(Saved data entries)
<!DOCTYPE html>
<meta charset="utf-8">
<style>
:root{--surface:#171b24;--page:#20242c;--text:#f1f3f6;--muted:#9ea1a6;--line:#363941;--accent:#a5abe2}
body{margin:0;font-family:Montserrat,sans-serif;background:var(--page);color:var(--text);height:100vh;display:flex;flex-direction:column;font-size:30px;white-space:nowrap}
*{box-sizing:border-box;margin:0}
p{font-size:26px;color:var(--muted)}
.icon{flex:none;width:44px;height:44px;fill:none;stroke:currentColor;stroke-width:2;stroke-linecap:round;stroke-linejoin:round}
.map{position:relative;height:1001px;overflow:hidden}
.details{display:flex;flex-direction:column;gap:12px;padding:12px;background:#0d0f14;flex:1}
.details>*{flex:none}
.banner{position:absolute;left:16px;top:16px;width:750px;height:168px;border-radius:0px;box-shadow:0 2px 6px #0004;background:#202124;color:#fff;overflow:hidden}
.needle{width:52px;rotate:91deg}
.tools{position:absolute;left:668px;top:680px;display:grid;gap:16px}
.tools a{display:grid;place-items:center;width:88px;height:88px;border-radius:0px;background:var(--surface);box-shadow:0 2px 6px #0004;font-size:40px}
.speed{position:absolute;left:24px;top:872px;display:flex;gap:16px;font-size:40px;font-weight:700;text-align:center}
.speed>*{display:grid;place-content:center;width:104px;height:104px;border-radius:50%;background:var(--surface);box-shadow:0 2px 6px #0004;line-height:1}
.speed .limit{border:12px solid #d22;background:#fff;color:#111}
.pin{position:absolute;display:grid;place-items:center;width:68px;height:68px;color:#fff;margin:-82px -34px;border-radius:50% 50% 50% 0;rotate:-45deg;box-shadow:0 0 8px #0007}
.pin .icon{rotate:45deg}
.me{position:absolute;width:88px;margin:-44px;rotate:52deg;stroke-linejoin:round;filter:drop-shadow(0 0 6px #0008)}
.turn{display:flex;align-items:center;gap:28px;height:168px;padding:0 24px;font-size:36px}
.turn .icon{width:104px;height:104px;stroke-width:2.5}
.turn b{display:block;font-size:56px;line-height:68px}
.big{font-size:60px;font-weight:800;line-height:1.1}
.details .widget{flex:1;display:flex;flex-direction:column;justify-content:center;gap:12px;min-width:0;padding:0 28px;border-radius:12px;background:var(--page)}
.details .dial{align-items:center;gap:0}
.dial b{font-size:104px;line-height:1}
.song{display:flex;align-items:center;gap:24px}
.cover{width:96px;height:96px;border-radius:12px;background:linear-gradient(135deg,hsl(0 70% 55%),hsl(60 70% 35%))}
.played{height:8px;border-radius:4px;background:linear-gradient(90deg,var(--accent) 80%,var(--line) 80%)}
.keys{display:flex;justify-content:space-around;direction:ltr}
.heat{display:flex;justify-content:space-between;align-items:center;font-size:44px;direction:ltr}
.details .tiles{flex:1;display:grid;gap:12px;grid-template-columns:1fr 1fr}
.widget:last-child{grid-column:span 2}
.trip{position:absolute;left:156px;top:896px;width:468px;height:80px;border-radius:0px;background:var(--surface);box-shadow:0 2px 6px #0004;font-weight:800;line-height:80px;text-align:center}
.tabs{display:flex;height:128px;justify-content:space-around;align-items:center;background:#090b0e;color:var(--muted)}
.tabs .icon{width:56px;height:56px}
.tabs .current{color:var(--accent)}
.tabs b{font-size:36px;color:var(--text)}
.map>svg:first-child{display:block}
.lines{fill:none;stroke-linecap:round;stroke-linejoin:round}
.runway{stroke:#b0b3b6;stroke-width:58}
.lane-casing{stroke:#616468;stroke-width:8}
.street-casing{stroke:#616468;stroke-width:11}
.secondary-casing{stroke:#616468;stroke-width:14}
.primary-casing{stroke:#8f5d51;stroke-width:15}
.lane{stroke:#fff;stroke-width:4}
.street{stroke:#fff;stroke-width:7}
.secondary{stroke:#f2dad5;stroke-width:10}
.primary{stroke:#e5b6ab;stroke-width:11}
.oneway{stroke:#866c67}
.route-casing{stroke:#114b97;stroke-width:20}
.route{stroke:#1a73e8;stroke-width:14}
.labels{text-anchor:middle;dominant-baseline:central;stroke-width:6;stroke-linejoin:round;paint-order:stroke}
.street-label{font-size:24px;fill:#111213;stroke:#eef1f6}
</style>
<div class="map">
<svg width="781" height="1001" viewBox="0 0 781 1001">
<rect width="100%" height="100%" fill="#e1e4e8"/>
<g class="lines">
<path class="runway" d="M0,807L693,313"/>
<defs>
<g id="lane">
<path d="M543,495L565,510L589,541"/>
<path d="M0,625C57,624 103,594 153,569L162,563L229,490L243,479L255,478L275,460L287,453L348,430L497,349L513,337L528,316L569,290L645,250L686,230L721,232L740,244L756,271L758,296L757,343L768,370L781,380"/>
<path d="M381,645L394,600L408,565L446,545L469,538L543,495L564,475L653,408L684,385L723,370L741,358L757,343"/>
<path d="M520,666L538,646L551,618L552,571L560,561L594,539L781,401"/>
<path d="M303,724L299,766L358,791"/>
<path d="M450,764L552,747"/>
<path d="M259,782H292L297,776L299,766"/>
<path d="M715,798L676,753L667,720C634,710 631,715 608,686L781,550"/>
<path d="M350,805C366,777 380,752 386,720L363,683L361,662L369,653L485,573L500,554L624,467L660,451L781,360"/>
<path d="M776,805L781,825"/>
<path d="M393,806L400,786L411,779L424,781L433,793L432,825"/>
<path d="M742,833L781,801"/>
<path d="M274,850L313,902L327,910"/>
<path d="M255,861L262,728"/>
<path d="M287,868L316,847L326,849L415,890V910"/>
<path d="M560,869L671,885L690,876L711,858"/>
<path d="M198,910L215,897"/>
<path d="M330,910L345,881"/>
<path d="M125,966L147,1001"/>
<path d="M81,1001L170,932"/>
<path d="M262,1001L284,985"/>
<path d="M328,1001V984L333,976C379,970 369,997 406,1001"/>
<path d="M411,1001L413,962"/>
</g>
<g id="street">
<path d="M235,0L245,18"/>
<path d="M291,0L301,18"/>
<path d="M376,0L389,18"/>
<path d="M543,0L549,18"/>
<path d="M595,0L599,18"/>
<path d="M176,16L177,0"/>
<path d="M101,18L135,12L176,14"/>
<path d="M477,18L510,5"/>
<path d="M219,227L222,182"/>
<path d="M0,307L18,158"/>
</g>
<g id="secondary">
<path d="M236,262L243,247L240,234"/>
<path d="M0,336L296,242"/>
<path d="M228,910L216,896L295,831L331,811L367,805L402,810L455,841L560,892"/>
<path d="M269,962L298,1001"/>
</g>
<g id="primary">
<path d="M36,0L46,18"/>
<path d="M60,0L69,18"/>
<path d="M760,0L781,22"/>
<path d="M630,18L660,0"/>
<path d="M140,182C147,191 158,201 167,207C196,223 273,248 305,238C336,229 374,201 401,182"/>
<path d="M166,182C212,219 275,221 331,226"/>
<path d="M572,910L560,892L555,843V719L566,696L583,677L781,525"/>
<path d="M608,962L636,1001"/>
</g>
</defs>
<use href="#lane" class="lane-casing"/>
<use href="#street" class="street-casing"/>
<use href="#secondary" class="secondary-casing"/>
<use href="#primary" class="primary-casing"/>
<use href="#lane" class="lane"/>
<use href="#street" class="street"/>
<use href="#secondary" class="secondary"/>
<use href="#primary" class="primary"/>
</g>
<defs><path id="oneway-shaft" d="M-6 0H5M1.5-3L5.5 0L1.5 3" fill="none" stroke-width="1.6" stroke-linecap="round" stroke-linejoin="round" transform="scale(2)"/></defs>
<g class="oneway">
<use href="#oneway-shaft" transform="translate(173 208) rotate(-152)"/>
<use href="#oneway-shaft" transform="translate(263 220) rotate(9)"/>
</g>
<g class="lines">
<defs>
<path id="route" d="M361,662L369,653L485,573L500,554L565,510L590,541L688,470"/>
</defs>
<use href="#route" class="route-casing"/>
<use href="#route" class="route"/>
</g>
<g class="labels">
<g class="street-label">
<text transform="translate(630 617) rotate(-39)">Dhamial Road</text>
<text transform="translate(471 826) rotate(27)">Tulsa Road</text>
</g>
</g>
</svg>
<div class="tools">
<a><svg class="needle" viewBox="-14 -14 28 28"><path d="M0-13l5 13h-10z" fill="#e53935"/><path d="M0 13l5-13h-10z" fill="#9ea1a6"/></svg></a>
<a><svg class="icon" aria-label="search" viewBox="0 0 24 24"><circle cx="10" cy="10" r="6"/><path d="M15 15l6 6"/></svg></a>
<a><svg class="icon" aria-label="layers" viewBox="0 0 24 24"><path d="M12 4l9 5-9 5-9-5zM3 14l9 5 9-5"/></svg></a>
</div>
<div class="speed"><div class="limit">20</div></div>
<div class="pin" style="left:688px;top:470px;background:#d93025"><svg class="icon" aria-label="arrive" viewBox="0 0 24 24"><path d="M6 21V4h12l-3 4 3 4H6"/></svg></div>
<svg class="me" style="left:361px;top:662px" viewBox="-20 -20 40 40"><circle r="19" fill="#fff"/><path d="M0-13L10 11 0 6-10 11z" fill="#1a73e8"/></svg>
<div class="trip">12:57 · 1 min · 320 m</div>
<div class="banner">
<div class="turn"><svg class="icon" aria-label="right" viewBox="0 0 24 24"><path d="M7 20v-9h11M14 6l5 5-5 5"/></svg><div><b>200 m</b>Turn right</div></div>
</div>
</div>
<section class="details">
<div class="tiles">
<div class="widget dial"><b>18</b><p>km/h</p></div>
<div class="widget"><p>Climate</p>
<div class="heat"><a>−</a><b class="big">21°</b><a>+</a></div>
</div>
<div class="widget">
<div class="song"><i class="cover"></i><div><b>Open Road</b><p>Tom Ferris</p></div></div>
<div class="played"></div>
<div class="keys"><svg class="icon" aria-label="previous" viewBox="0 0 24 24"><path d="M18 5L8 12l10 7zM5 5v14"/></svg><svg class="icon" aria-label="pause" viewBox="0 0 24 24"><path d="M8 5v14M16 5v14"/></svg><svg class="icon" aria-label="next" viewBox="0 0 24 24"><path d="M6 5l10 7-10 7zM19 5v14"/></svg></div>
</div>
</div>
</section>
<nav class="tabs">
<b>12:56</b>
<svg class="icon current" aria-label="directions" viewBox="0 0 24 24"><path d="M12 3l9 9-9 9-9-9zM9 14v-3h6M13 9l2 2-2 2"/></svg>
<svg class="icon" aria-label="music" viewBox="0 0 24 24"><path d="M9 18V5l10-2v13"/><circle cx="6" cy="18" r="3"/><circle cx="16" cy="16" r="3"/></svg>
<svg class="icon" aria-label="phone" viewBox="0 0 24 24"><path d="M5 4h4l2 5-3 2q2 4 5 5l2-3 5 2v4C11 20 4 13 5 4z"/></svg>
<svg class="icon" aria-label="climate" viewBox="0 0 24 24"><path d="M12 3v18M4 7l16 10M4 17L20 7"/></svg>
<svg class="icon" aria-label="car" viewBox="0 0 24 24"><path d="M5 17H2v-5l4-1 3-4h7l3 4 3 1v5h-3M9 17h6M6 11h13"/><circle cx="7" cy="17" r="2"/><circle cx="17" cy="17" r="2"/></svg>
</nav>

**Required action**. With "secondary" as the word to match, copy each line of the records that has it.

**Completed task**.
.secondary-casing{stroke:#616468;stroke-width:14}
.secondary{stroke:#f2dad5;stroke-width:10}
<g id="secondary">
<use href="#secondary" class="secondary-casing"/>
<use href="#secondary" class="secondary"/>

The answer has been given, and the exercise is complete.